There are millions of entrepreneurs across the globe that have started profitable enterprises without the help of big investors, but only tiny fraction make it to the top of their industries.
Here are four examples of amazing success stories that prove you don't need millions from investors to make it big:
HP was the original tech startup formed in a garage. Bill Hewlett and David Packard started the company with $538 in 1939 as an electronics maker, getting a boost from its first successful product, an audio oscillator. The company expanded into all sorts of test electronics, and eventually entered the computer business in 1966 with the HP 2100 minicomputer.
Now 72 years old, HP has grown into one of the world's largest information technology companies. It now has more than 300,000 employees and posted revenues of $126 billion in 2010.
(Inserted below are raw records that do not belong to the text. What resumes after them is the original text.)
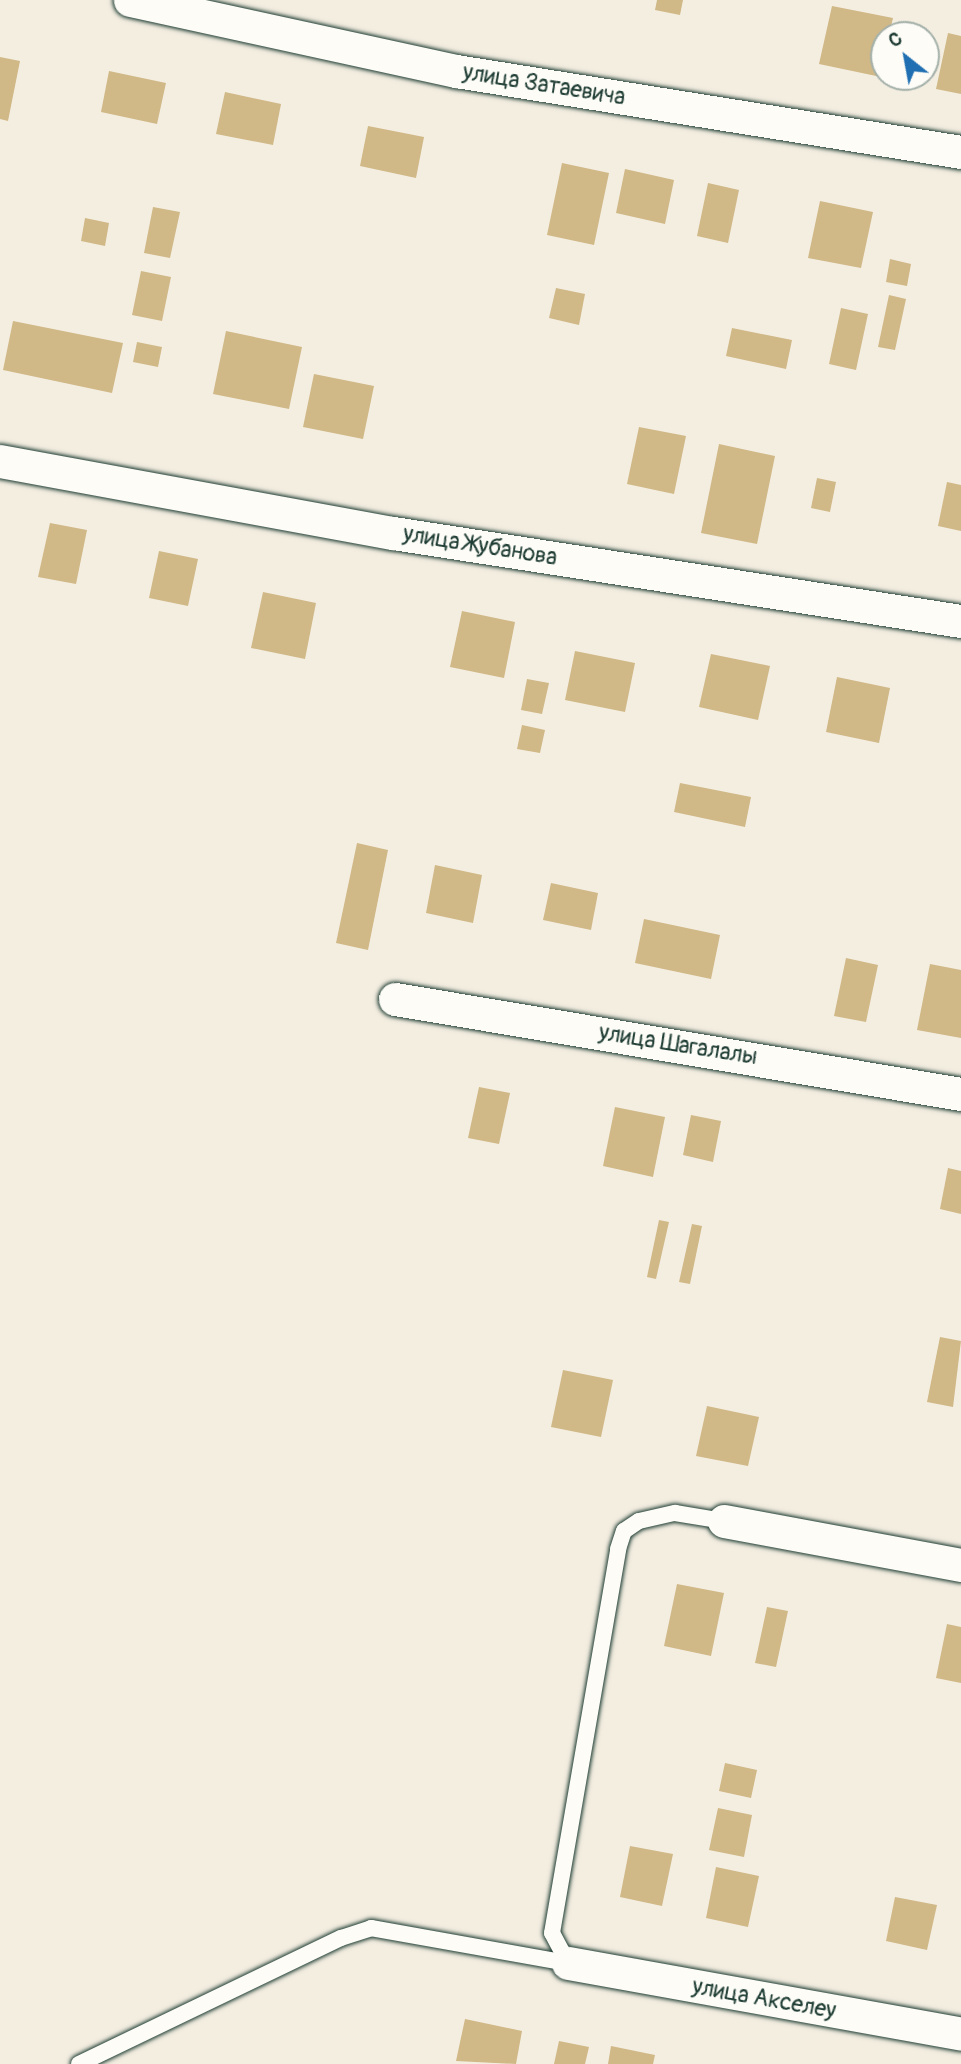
<!DOCTYPE html>
<meta charset="utf-8">
<style>
body{margin:0}
#map{position:relative;width:961px;height:2064px;overflow:hidden;background:#f4eee1;font-family:Pangolin,sans-serif}
div>[style]{position:absolute}
.building>*{inset:0;background:#d0b887}
.roads{filter:drop-shadow(0 0 2px #1f3d34) drop-shadow(0 0 2px #1f3d34)}
.lane>*{height:16px;margin:-8px;padding:0 8px;transform-origin:8px;border-radius:8px;background:#fdfcf7}
.street>*{height:33px;margin:-16.5px;padding:0 16.5px;transform-origin:16.5px;border-radius:16.5px;background:#fdfcf7}
span{translate:-50% -50%;white-space:nowrap;text-align:center;line-height:1.15;-webkit-text-stroke:5px #fdfcf7;paint-order:stroke}
.street-label{font-size:23px;color:#1f3d34}
.north{position:absolute;left:870px;top:21px;width:70px;height:70px;box-sizing:border-box;background:#fdfcf7;border:2px solid #a4b0a9;border-radius:50%;rotate:329deg;font-size:19px;font-weight:700;line-height:28px;text-align:center;color:#1f3d34}
.north::after{content:'';display:block;margin:auto;width:24px;height:32px;background:#1f6fb2;clip-path:polygon(50% 0,100% 100%,50% 72%,0 100%)}
</style>
<div id="map">
<div class="building">
<i style="clip-path:polygon(657px 0,683px 0,680px 15px,655px 10px)"></i>
<i style="clip-path:polygon(832px 6px,893px 18px,889px 35px,884px 35px,881px 77px,819px 64px)"></i>
<i style="clip-path:polygon(948px 33px,961px 36px,961px 94px,936px 89px)"></i>
<i style="clip-path:polygon(0 57px,20px 61px,8px 121px,0 119px)"></i>
<i style="clip-path:polygon(109px 71px,166px 83px,157px 124px,101px 112px)"></i>
<i style="clip-path:polygon(225px 92px,281px 104px,273px 145px,216px 134px)"></i>
<i style="clip-path:polygon(368px 126px,424px 137px,416px 178px,360px 166px)"></i>
<i style="clip-path:polygon(562px 163px,609px 173px,594px 245px,547px 235px)"></i>
<i style="clip-path:polygon(625px 169px,674px 180px,665px 224px,616px 213px)"></i>
<i style="clip-path:polygon(708px 183px,739px 190px,728px 243px,697px 236px)"></i>
<i style="clip-path:polygon(820px 201px,873px 212px,861px 268px,808px 258px)"></i>
<i style="clip-path:polygon(153px 207px,180px 212px,170px 258px,144px 253px)"></i>
<i style="clip-path:polygon(85px 218px,109px 223px,105px 246px,81px 241px)"></i>
<i style="clip-path:polygon(890px 259px,911px 264px,907px 286px,886px 282px)"></i>
<i style="clip-path:polygon(141px 271px,171px 277px,162px 321px,132px 315px)"></i>
<i style="clip-path:polygon(556px 288px,585px 294px,579px 325px,549px 318px)"></i>
<i style="clip-path:polygon(889px 295px,906px 299px,895px 350px,878px 347px)"></i>
<i style="clip-path:polygon(841px 308px,868px 314px,856px 370px,829px 364px)"></i>
<i style="clip-path:polygon(13px 321px,123px 343px,112px 393px,3px 370px)"></i>
<i style="clip-path:polygon(732px 328px,792px 340px,786px 369px,726px 356px)"></i>
<i style="clip-path:polygon(226px 331px,302px 347px,289px 409px,213px 394px)"></i>
<i style="clip-path:polygon(137px 342px,162px 347px,158px 367px,133px 362px)"></i>
<i style="clip-path:polygon(314px 374px,374px 386px,363px 439px,303px 427px)"></i>
<i style="clip-path:polygon(639px 427px,686px 436px,674px 494px,627px 484px)"></i>
<i style="clip-path:polygon(719px 444px,775px 456px,757px 544px,701px 533px)"></i>
<i style="clip-path:polygon(817px 478px,836px 482px,830px 512px,811px 508px)"></i>
<i style="clip-path:polygon(947px 482px,961px 485px,961px 531px,938px 526px)"></i>
<i style="clip-path:polygon(50px 523px,87px 530px,76px 584px,38px 577px)"></i>
<i style="clip-path:polygon(159px 551px,198px 559px,188px 606px,149px 598px)"></i>
<i style="clip-path:polygon(263px 592px,316px 603px,305px 659px,251px 648px)"></i>
<i style="clip-path:polygon(462px 611px,515px 622px,504px 678px,450px 667px)"></i>
<i style="clip-path:polygon(575px 651px,635px 663px,625px 712px,565px 700px)"></i>
<i style="clip-path:polygon(711px 654px,770px 666px,758px 720px,699px 707px)"></i>
<i style="clip-path:polygon(837px 677px,890px 688px,879px 743px,826px 732px)"></i>
<i style="clip-path:polygon(527px 679px,549px 683px,542px 714px,521px 710px)"></i>
<i style="clip-path:polygon(522px 725px,545px 730px,540px 753px,517px 749px)"></i>
<i style="clip-path:polygon(680px 783px,751px 797px,745px 827px,674px 812px)"></i>
<i style="clip-path:polygon(357px 843px,388px 850px,368px 950px,336px 943px)"></i>
<i style="clip-path:polygon(435px 865px,482px 875px,473px 923px,426px 913px)"></i>
<i style="clip-path:polygon(551px 883px,598px 893px,591px 930px,543px 920px)"></i>
<i style="clip-path:polygon(644px 919px,720px 935px,711px 979px,635px 963px)"></i>
<i style="clip-path:polygon(846px 958px,878px 965px,866px 1022px,834px 1016px)"></i>
<i style="clip-path:polygon(930px 964px,961px 970px,961px 1038px,917px 1030px)"></i>
<i style="clip-path:polygon(479px 1087px,510px 1093px,499px 1144px,468px 1138px)"></i>
<i style="clip-path:polygon(615px 1107px,665px 1117px,653px 1177px,603px 1166px)"></i>
<i style="clip-path:polygon(691px 1115px,721px 1121px,713px 1162px,683px 1155px)"></i>
<i style="clip-path:polygon(948px 1168px,961px 1171px,961px 1214px,940px 1209px)"></i>
<i style="clip-path:polygon(659px 1220px,669px 1222px,656px 1279px,647px 1277px)"></i>
<i style="clip-path:polygon(692px 1224px,702px 1226px,690px 1284px,679px 1282px)"></i>
<i style="clip-path:polygon(940px 1337px,961px 1341px,953px 1407px,927px 1402px)"></i>
<i style="clip-path:polygon(563px 1370px,613px 1380px,601px 1437px,551px 1427px)"></i>
<i style="clip-path:polygon(707px 1406px,759px 1417px,748px 1466px,696px 1456px)"></i>
<i style="clip-path:polygon(677px 1584px,724px 1593px,711px 1656px,664px 1646px)"></i>
<i style="clip-path:polygon(767px 1607px,788px 1611px,776px 1667px,755px 1663px)"></i>
<i style="clip-path:polygon(947px 1624px,961px 1627px,961px 1683px,936px 1678px)"></i>
<i style="clip-path:polygon(725px 1763px,757px 1770px,751px 1798px,719px 1791px)"></i>
<i style="clip-path:polygon(718px 1808px,752px 1815px,744px 1857px,709px 1850px)"></i>
<i style="clip-path:polygon(630px 1846px,673px 1854px,662px 1906px,620px 1897px)"></i>
<i style="clip-path:polygon(716px 1867px,759px 1876px,748px 1927px,706px 1918px)"></i>
<i style="clip-path:polygon(895px 1897px,937px 1905px,927px 1950px,886px 1941px)"></i>
<i style="clip-path:polygon(465px 2019px,522px 2031px,516px 2064px,456px 2061px)"></i>
<i style="clip-path:polygon(559px 2041px,589px 2047px,585px 2064px,554px 2064px)"></i>
<i style="clip-path:polygon(611px 2046px,655px 2055px,653px 2064px,608px 2064px)"></i>
</div>
<div class="roads">
<div class="lane">
<i style="left:79px;top:2064px;width:291px;rotate:-25.7deg"></i>
<i style="left:341px;top:1938px;width:32px;rotate:-18deg"></i>
<i style="left:371px;top:1928px;width:200px;rotate:10.1deg"></i>
<i style="left:568px;top:1963px;width:34px;rotate:-118deg"></i>
<i style="left:552px;top:1933px;width:390px;rotate:-80.2deg"></i>
<i style="left:618px;top:1549px;width:19px;rotate:-72deg"></i>
<i style="left:624px;top:1531px;width:18px;rotate:-34deg"></i>
<i style="left:639px;top:1521px;width:37px;rotate:-13deg"></i>
<i style="left:675px;top:1513px;width:50px;rotate:9.3deg"></i>
</div>
<div class="street">
<i style="left:130px;top:0;width:334px;rotate:12.3deg"></i>
<i style="left:456px;top:71px;width:511px;rotate:9.11deg"></i>
<i style="left:0;top:461px;width:400px;rotate:10.4deg"></i>
<i style="left:393px;top:533px;width:575px;rotate:8.81deg"></i>
<i style="left:395px;top:999px;width:574px;rotate:9.53deg"></i>
<i style="left:724px;top:1521px;width:241px;rotate:10.5deg"></i>
<i style="left:568px;top:1963px;width:399px;rotate:10.2deg"></i>
</div>
</div>
<div class="street-label">
<span style="left:544px;top:85px;rotate:9deg">улица Затаевича</span>
<span style="left:480px;top:546px;rotate:9deg">улица Жубанова</span>
<span style="left:678px;top:1045px;rotate:9deg">улица Шагалалы</span>
<span style="left:764px;top:1999px;rotate:10deg">улица Акселеу</span>
</div>
<div class="north">С</div>
</div>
Two teachers and a writer got together to start up a Seattle coffee bean seller with their own money in 1971. One of their personal connections was Alfred Peet, the founder of Peet's Coffee & Tea, whom they bought all their coffee from in their first year. It wasn't until Howard Schultz joined the company in 1982 when Starbucks coffee shops came to be, though the founders initially hesitated to change the business plan so drastically.
After the company went public in 1992, Schultz's idea grew into the largest chain of coffeehouses in the world. Its 17,000 stores today are spread across 55 countries and can be found on what often seems like every street corner.
Founded by Fred DeLuca with $1,000 of buddy-turned-partner Peter Buck's money back in 1965, Subway's original goal was to open 32 stores in its first 10 years. Nine years later, they realized that they were going to come up short, so the pair started franchising.
Subway now has more locations worldwide than fast food juggernaut McDonald's, with more than 34,000 locations in 98 countries, and the company hauled in $15.2 billion in revenue in 2010. It's still privately held, and is owned by DeLuca and Buck's company Doctor's Associates.
Originally a picture-frame maker run out of the house of founders Ruth and Elliot Handler in 1945, the still-tiny Mattel got into the toy business by using leftover wooden scraps from the frames to build dollhouses. Its first toy to make it big was the Uke-A-Doodle musical toy in 1947.
Mattel had already grown into a $5 million venture by the mid-1950s, but in 1959 Ruth Handler came up with the Barbie doll, changing the toy industry forever.
It's now the world's largest toy company based on revenue ($5.9 billion in 2010), and no longer has any toy factories in the U.S.